I take care in using any screening tool–any intervention can cause unnecessary harm. My main concern resides around false positives (when a test suggests there is a problem when in reality there isn’t) and the numbers from this study…
Background on Autism Screening
Since 2007, the AAP has recommended that pediatricians screen for autism formally using a parent questionnaire (usually a tool called the M-CHAT) with a follow-up discussion at 18 months and 24 months of age. Many of us were using this before 2007. I screen both at 18 and 24 months in my office routinely, but we also screen babies at each well-baby visit for development or communication challenges prior to and after those visits. Every pediatrician does this, even when you don’t notice it. We watch your baby from the minute we crack the door. A pediatrician’s exam is not just when we’re standing at the exam table with your child. How and what your child says and does while we talk is an essential part of the exam. Unfortunately, there is no perfect tool to pick up autism in infants, although some studies have found utility in even single milestones like asking if a 9 month-old baby responds to their name. Yet, no single question or single milestone can screen or identify autism.

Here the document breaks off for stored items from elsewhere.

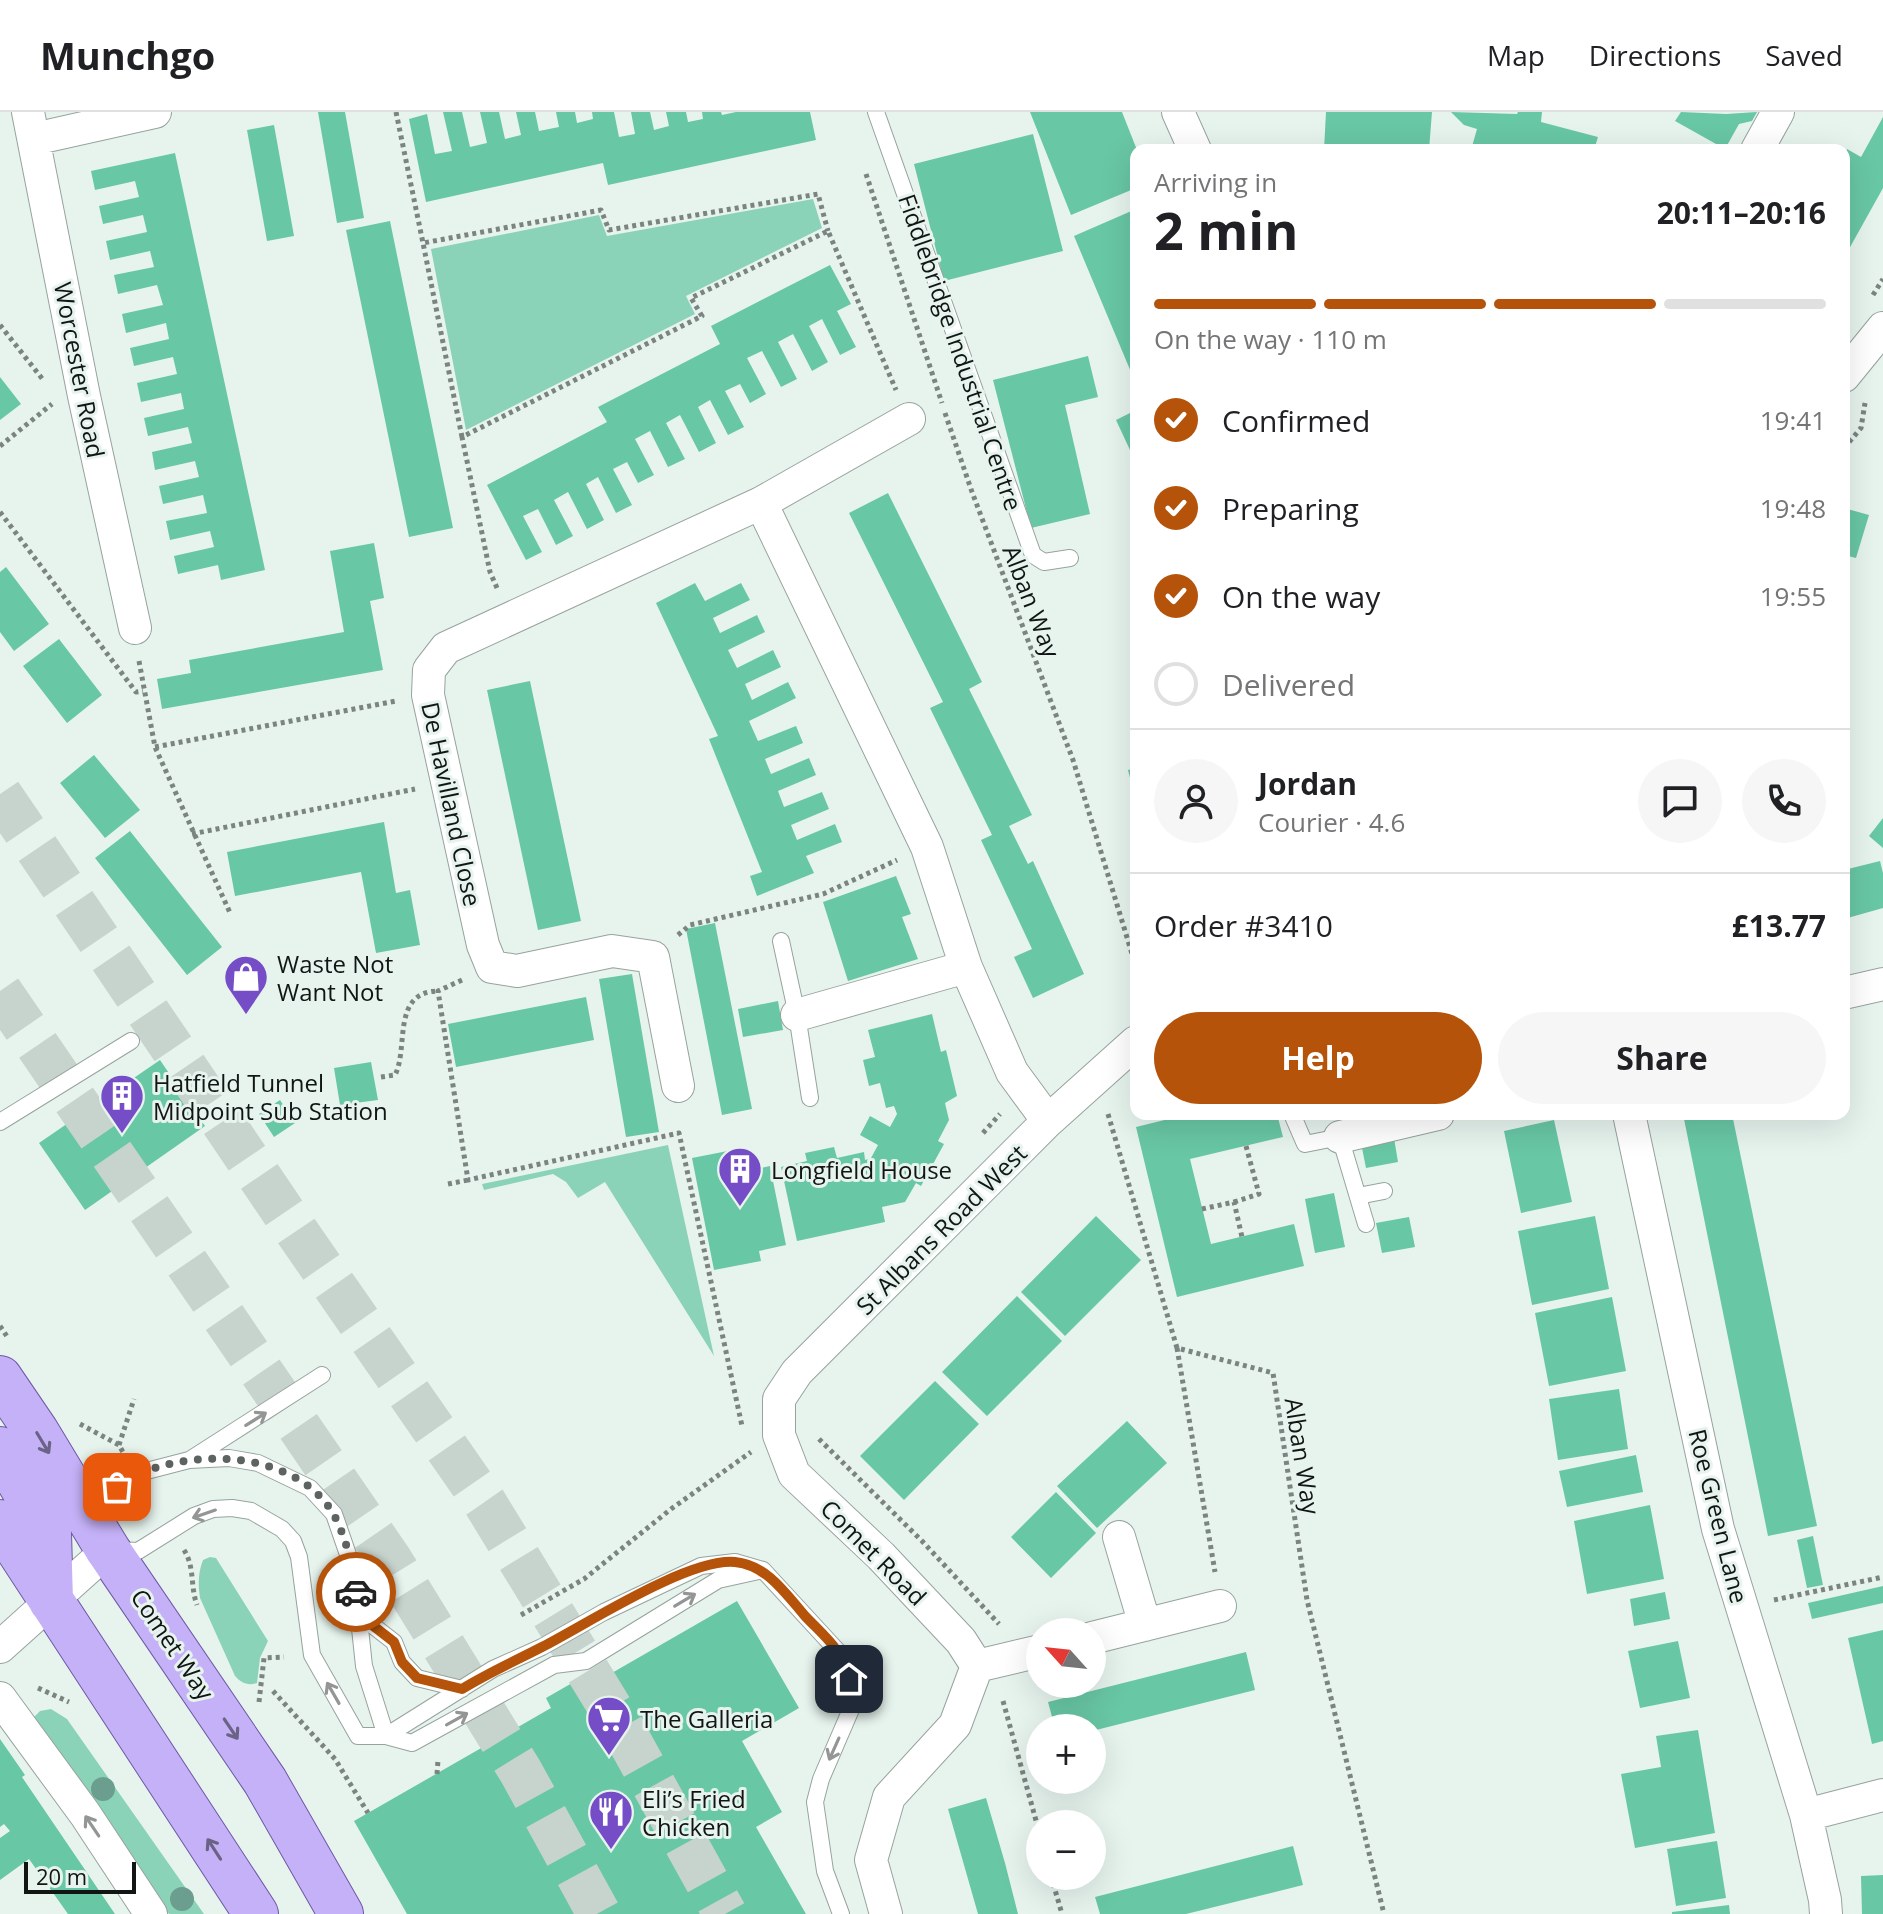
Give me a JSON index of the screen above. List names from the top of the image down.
{
  "streets": {
    "main road": ["Comet Way"],
    "street": [
      "Worcester Road",
      "De Havilland Close",
      "St Albans Road West",
      "Roe Green Lane",
      "Comet Road"
    ],
    "lane": ["Fiddlebridge Industrial Centre"],
    "path": ["Alban Way"]
  },
  "crossings": [
    ["St Albans Road West", "Comet Road"]
  ],
  "places": {
    "shop": ["Waste Not Want Not"],
    "building": ["Hatfield Tunnel Midpoint Sub Station", "Longfield House"],
    "supermarket": ["The Galleria"],
    "restaurant": ["Eli’s Fried Chicken"]
  },
  "scale_bar": "20 m",
  "north": "top left",
  "page": {
    "header": "Munchgo",
    "nav": ["Map", "Directions", "Saved"],
    "heading": ["2 min", "Arriving in", "20:11–20:16"],
    "panel": [
      "Jordan",
      "Courier · 4.6",
      "Order #3410",
      "£13.77"
    ],
    "bar": "On the way · 110 m",
    "list": [
      ["Confirmed", "19:41"],
      ["Preparing", "19:48"],
      ["On the way", "19:55"],
      "Delivered"
    ],
    "buttons": ["Help", "Share"],
    "map_buttons": ["+", "−"],
    "scale": "20 m"
  }
}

The study in the Journal of Pediatrics outlines the use of the new proposed checklist with 137 pediatricians in San Diego.
- 137 pediatricians used the checklist to screen 10,479 1 year-olds. A total of 1,318 12 month-olds failed the screen (12.5%). But only 346 of those 1,318 children were referred to a developmental researcher to be included in the study. This left 972 children with a positive screen result from the checklist, not referred and not included in the study. Various reasons are given as to why these children were not referred–from improper scoring or pediatrician’s opinion that child didn’t need further evaluation. But the far majority of children with a positive screen weren’t referred and studied. This makes me concerned about the tool itself. Already, the group referred for follow-up may represent a different group, negating the power of the screening checklist.
- Children who failed the checklist and who were referred to the developmental group were followed by a very expert research group every 6 months until they were 3 years of age (184 enrolled and completed the intervention). At that time a final outcome of meeting criteria for autism was made or they were categorized as meeting diagnosis for language delay, developmental delay, or “false positive” screen.
- 20% of the children (of the 346) who failed the checklist at 1 year of age were ultimately diagnosed with autism spectrum disorder. 55% of the children who failed the screening test were ultimately diagnosed with language or developmental delay, and 25% were false positives–meaning their test showed concern for autism, but at age 3 they didn’t meet criteria for developmental delay or autism.
It’s the numbers that concern me. The intent of the study is fantastic: to evaluate a new checklist for autism diagnosis at age 1. But, I didn’t read a report that showcased my concern. The checklist “Found suspected autism, autism spectrum disorder, language delays, or other developmental problems about 75% of the time” reported the author.
The hype and worry we would cause in administering this screening test concerns me. False positives can cause true harm–suffering for parents and excessive worry. One in four times the checklist is administered, the checklist will be wrong. In a summary I read from WebMD, the lead researcher stated, “The price to pay for that is very tiny” when compared to intervention afforded. As a general pediatrician I disagree. Correct me here if you think I’m off.
As I’ve been thinking about this research the last few weeks, it’s the 25% false positives that continues to nag and concern me–those families that were told at that their 12 month old may have autism and who ultimately didn’t. How did those 2 years unfold? How uneasy were these parents and families made to feel? Twenty five percent false positive is extremely high for a screening exam.
How do those numbers make you feel?
However, another and more hopeful explanation exists, of course. Is it possible that some of those children who screened positive at 12 months of age avoided the challenges in communication that led to a diagnosis of autism because of the early intervention and close followup. It’s hard to know if they were a false alarm or really, a perfect result of intervention—avoidance of a diagnosis because of early intervention. This could be extraordinary, but we need to know more with follow up research and study.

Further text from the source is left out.